— What you need to do —
Your reply should be an exact copy of every entry, with the pictures removed.

— Data —
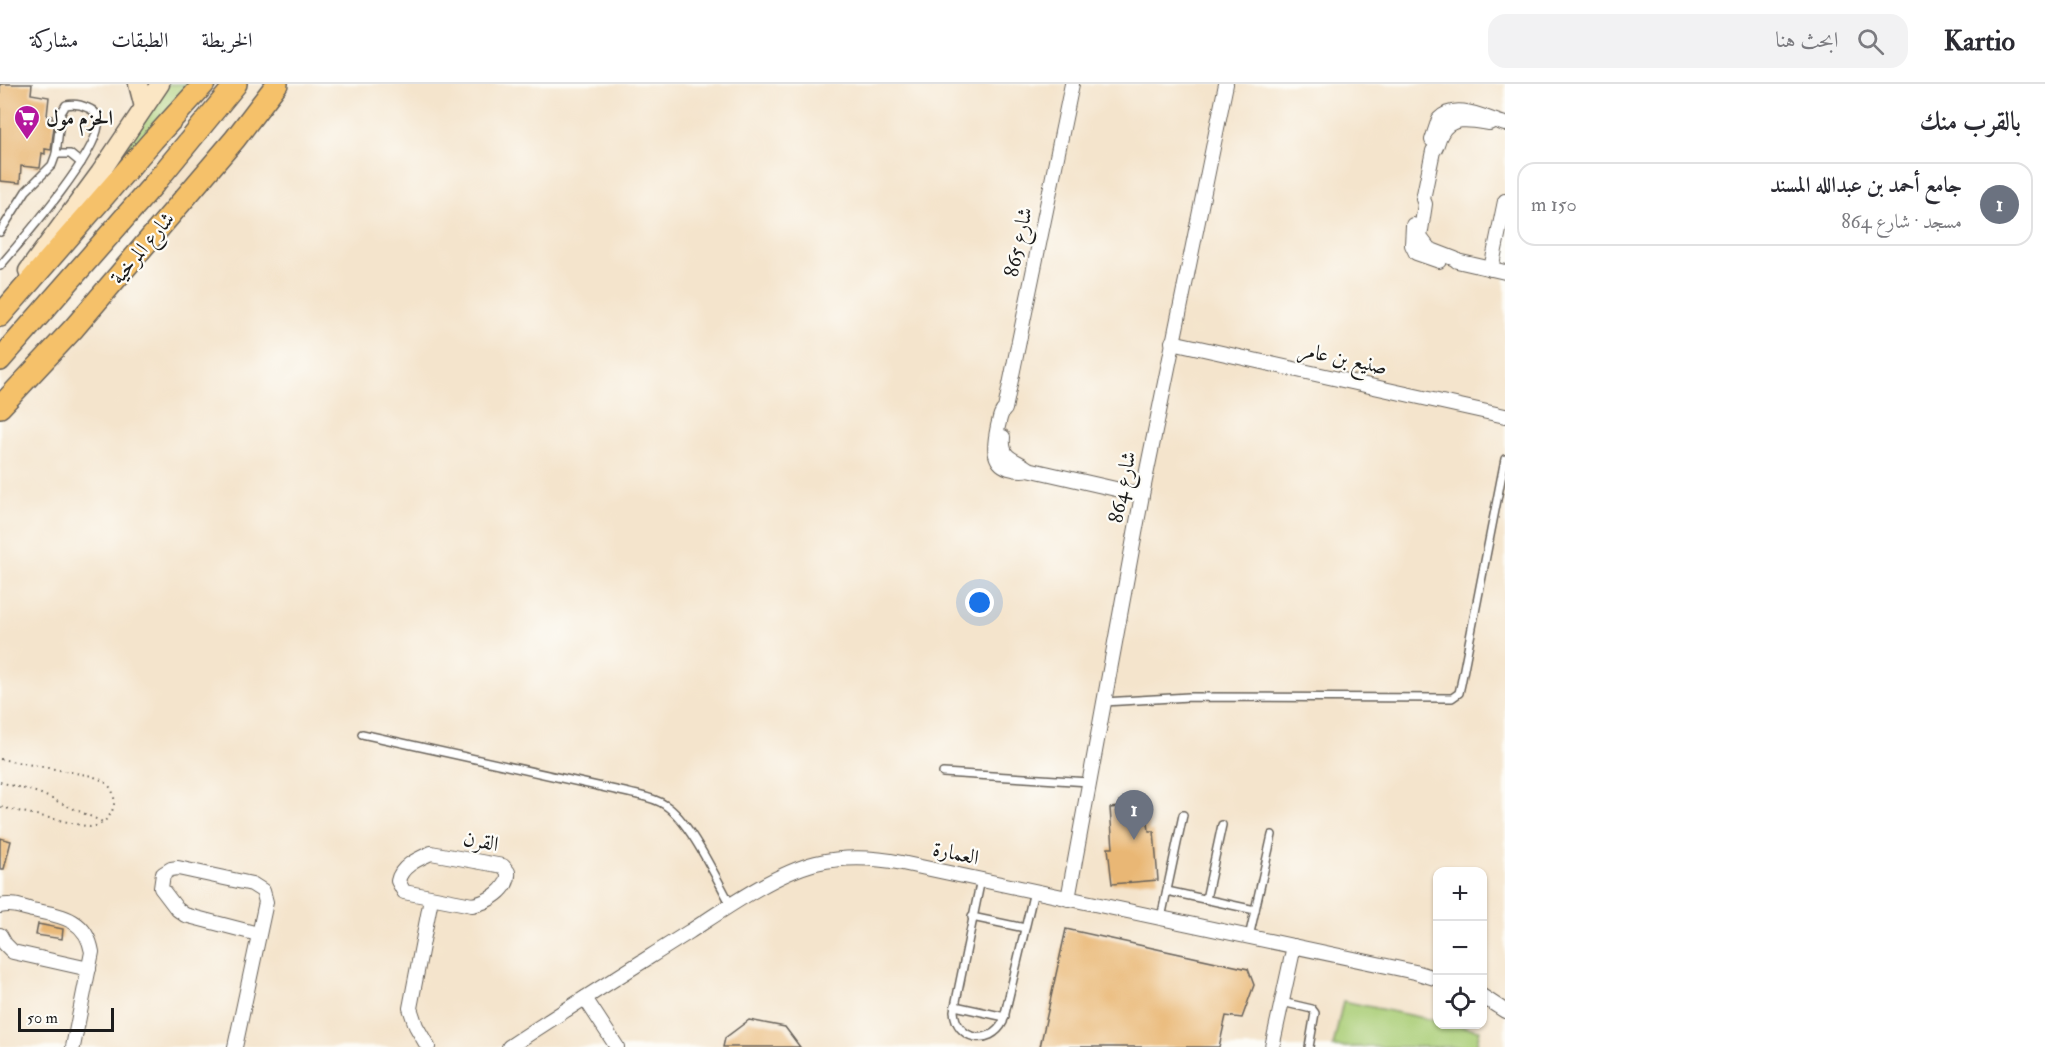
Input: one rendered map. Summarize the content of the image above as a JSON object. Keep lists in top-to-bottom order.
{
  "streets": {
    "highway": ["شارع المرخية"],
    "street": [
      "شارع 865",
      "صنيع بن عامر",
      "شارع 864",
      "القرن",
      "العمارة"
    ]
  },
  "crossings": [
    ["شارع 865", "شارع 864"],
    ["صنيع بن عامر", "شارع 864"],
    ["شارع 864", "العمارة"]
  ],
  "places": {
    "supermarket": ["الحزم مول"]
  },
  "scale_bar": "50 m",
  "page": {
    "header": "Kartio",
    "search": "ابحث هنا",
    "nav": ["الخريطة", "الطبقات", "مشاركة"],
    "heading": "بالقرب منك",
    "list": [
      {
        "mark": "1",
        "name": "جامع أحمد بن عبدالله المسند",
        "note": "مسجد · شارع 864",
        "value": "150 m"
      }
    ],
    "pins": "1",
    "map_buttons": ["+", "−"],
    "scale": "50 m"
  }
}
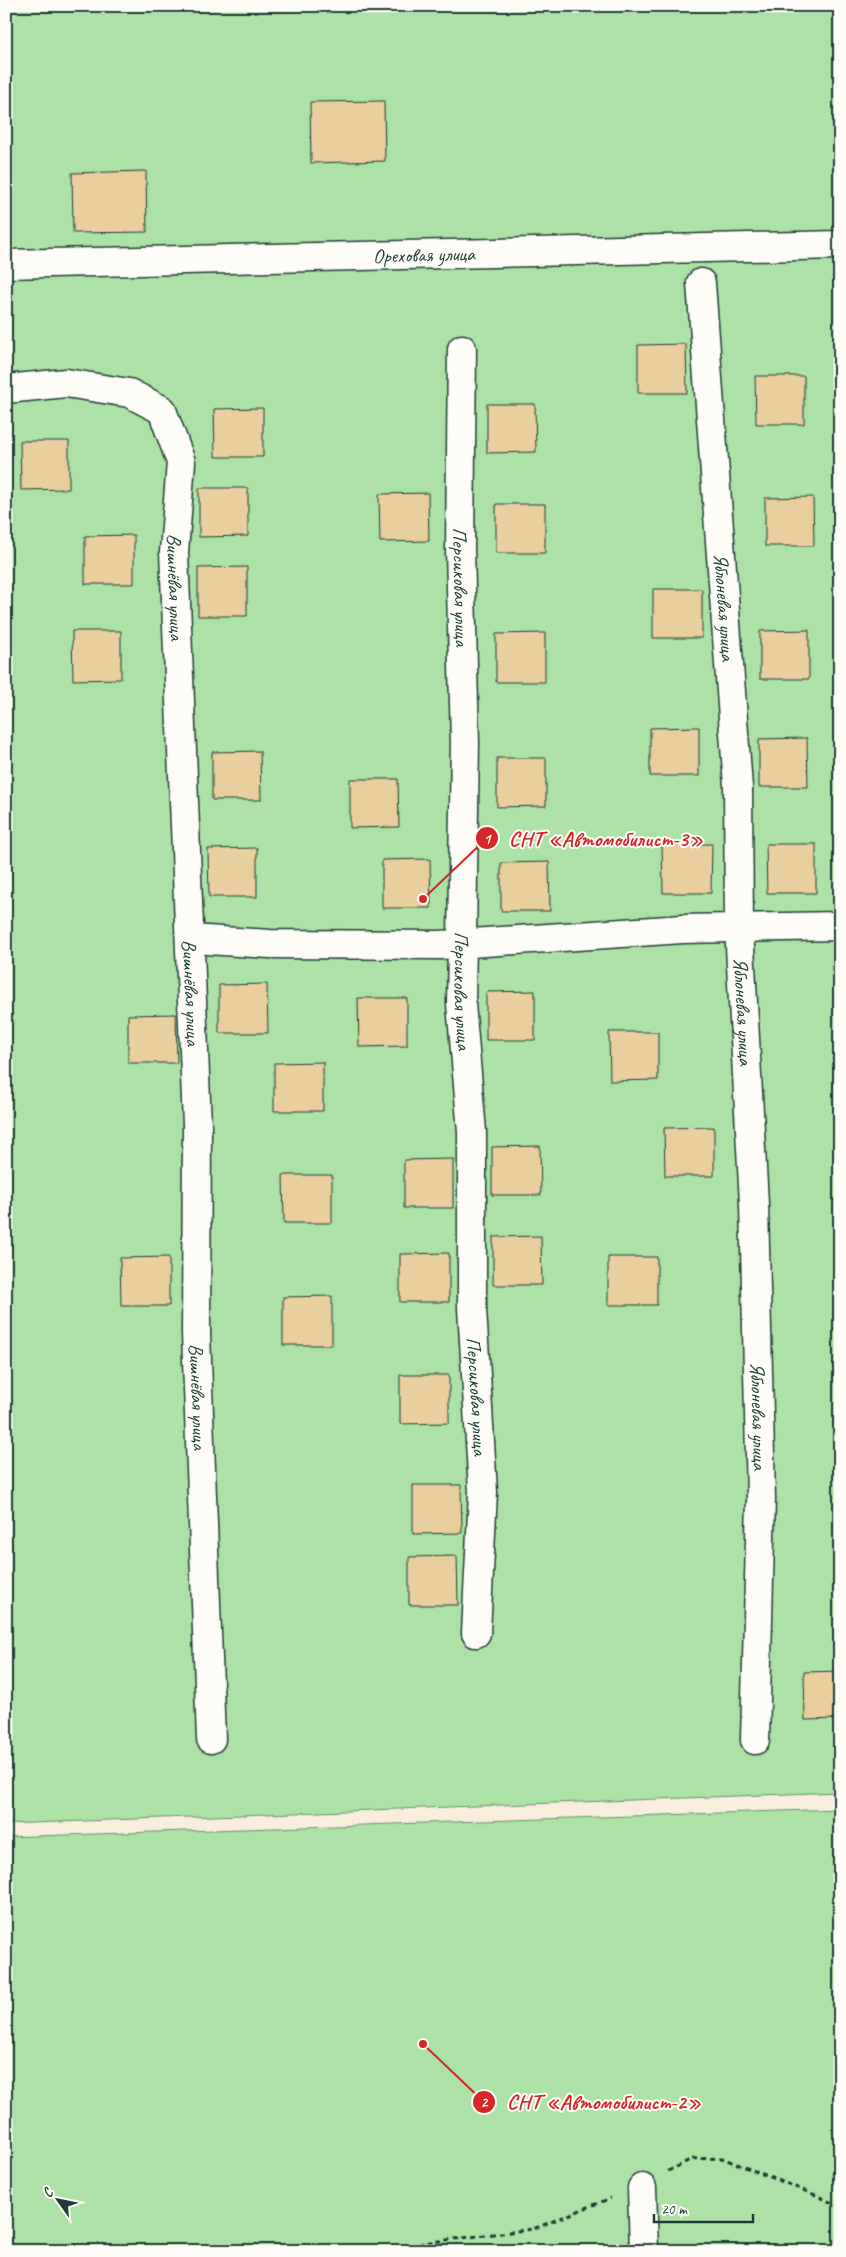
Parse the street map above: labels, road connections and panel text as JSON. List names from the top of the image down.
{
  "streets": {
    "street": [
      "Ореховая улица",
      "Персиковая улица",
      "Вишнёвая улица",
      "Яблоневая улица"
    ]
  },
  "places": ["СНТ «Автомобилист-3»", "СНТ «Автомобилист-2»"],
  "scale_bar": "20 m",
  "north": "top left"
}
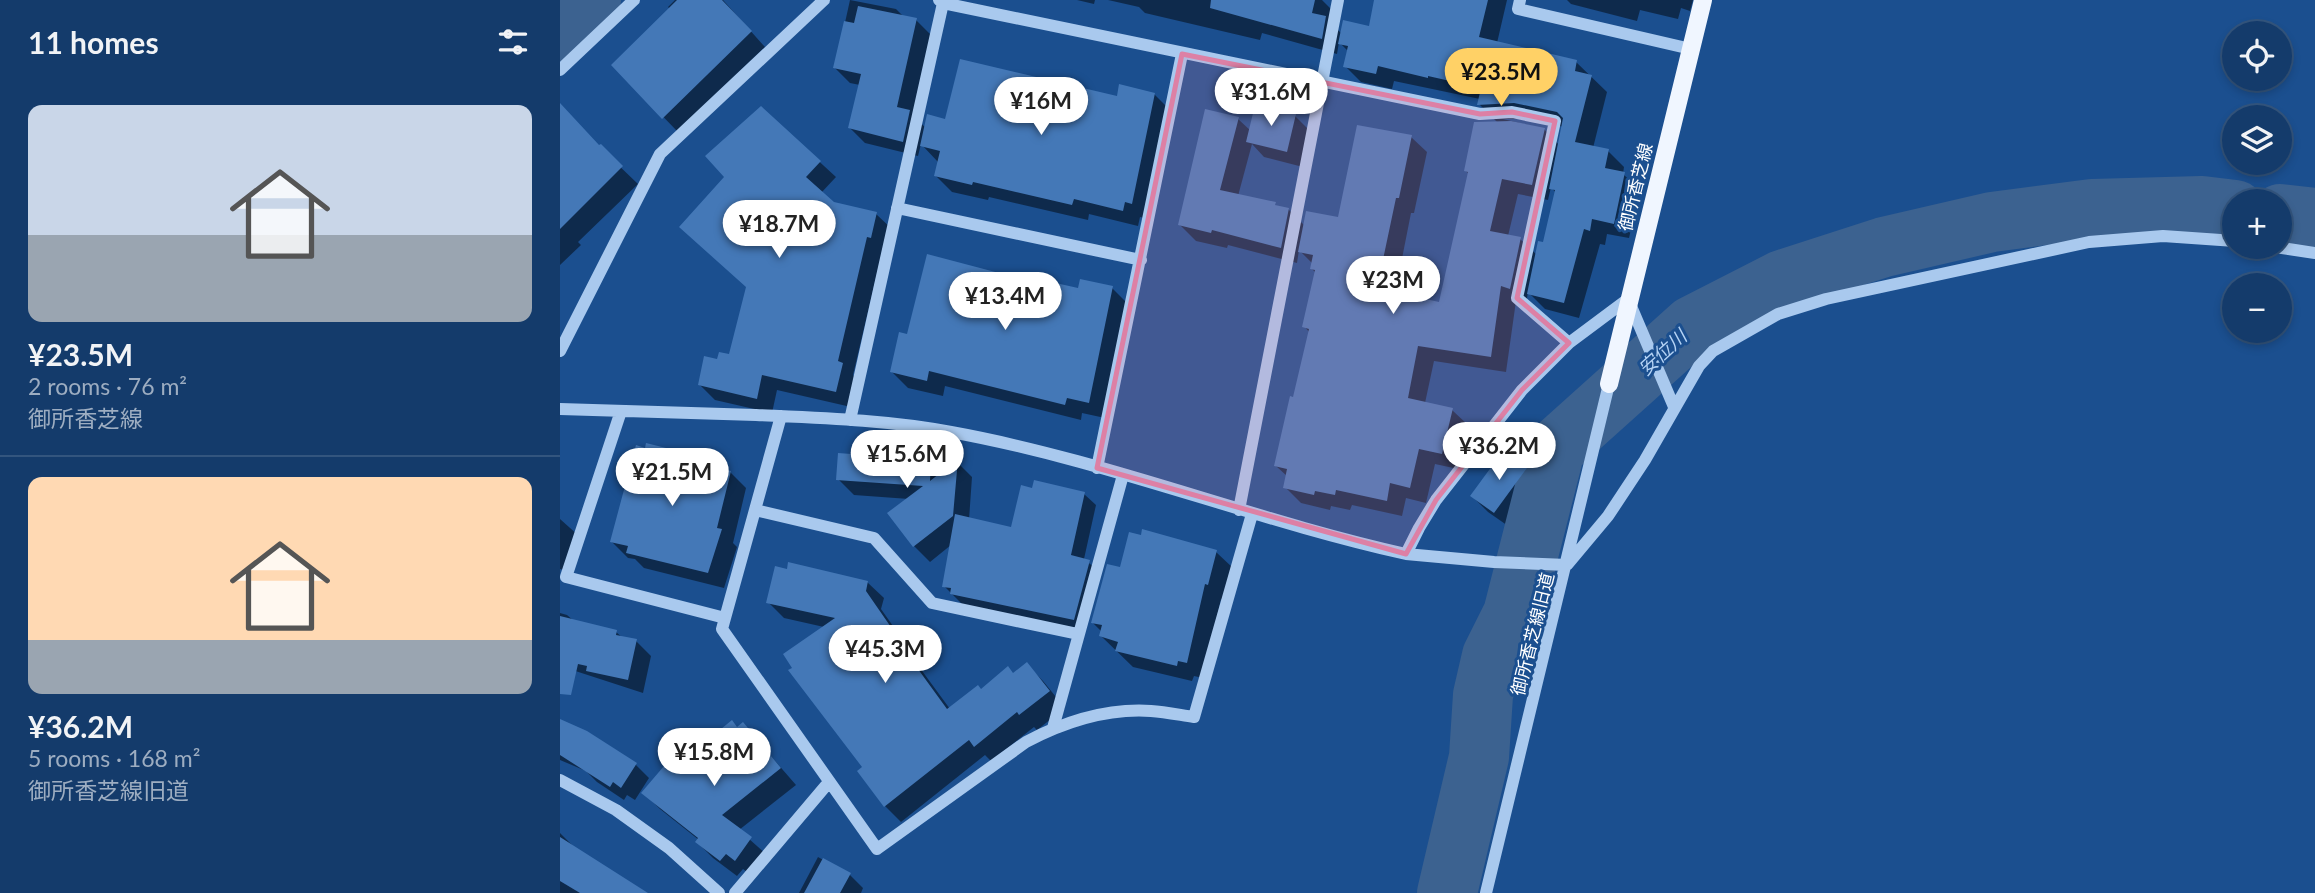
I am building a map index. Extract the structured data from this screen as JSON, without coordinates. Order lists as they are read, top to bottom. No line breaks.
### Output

— Solved exercise —
Input: one rendered map. Summarize the content of the image above as a JSON object. Keep lists in top-to-bottom order.
{
  "streets": {
    "highway": ["شارع المرخية"],
    "street": [
      "شارع 865",
      "صنيع بن عامر",
      "شارع 864",
      "القرن",
      "العمارة"
    ]
  },
  "crossings": [
    ["شارع 865", "شارع 864"],
    ["صنيع بن عامر", "شارع 864"],
    ["شارع 864", "العمارة"]
  ],
  "places": {
    "supermarket": ["الحزم مول"]
  },
  "scale_bar": "50 m",
  "page": {
    "header": "Kartio",
    "search": "ابحث هنا",
    "nav": ["الخريطة", "الطبقات", "مشاركة"],
    "heading": "بالقرب منك",
    "list": [
      {
        "mark": "1",
        "name": "جامع أحمد بن عبدالله المسند",
        "note": "مسجد · شارع 864",
        "value": "150 m"
      }
    ],
    "pins": "1",
    "map_buttons": ["+", "−"],
    "scale": "50 m"
  }
}
Parse the street map above: labels, road connections and panel text as JSON. List names from the top of the image down.
{
  "streets": {
    "street": [
      "Ореховая улица",
      "Персиковая улица",
      "Вишнёвая улица",
      "Яблоневая улица"
    ]
  },
  "places": ["СНТ «Автомобилист-3»", "СНТ «Автомобилист-2»"],
  "scale_bar": "20 m",
  "north": "top left"
}
I am building a map index. Extract the structured data from this screen as JSON, without coordinates. Order lists as they are read, top to bottom. No line breaks.
### Output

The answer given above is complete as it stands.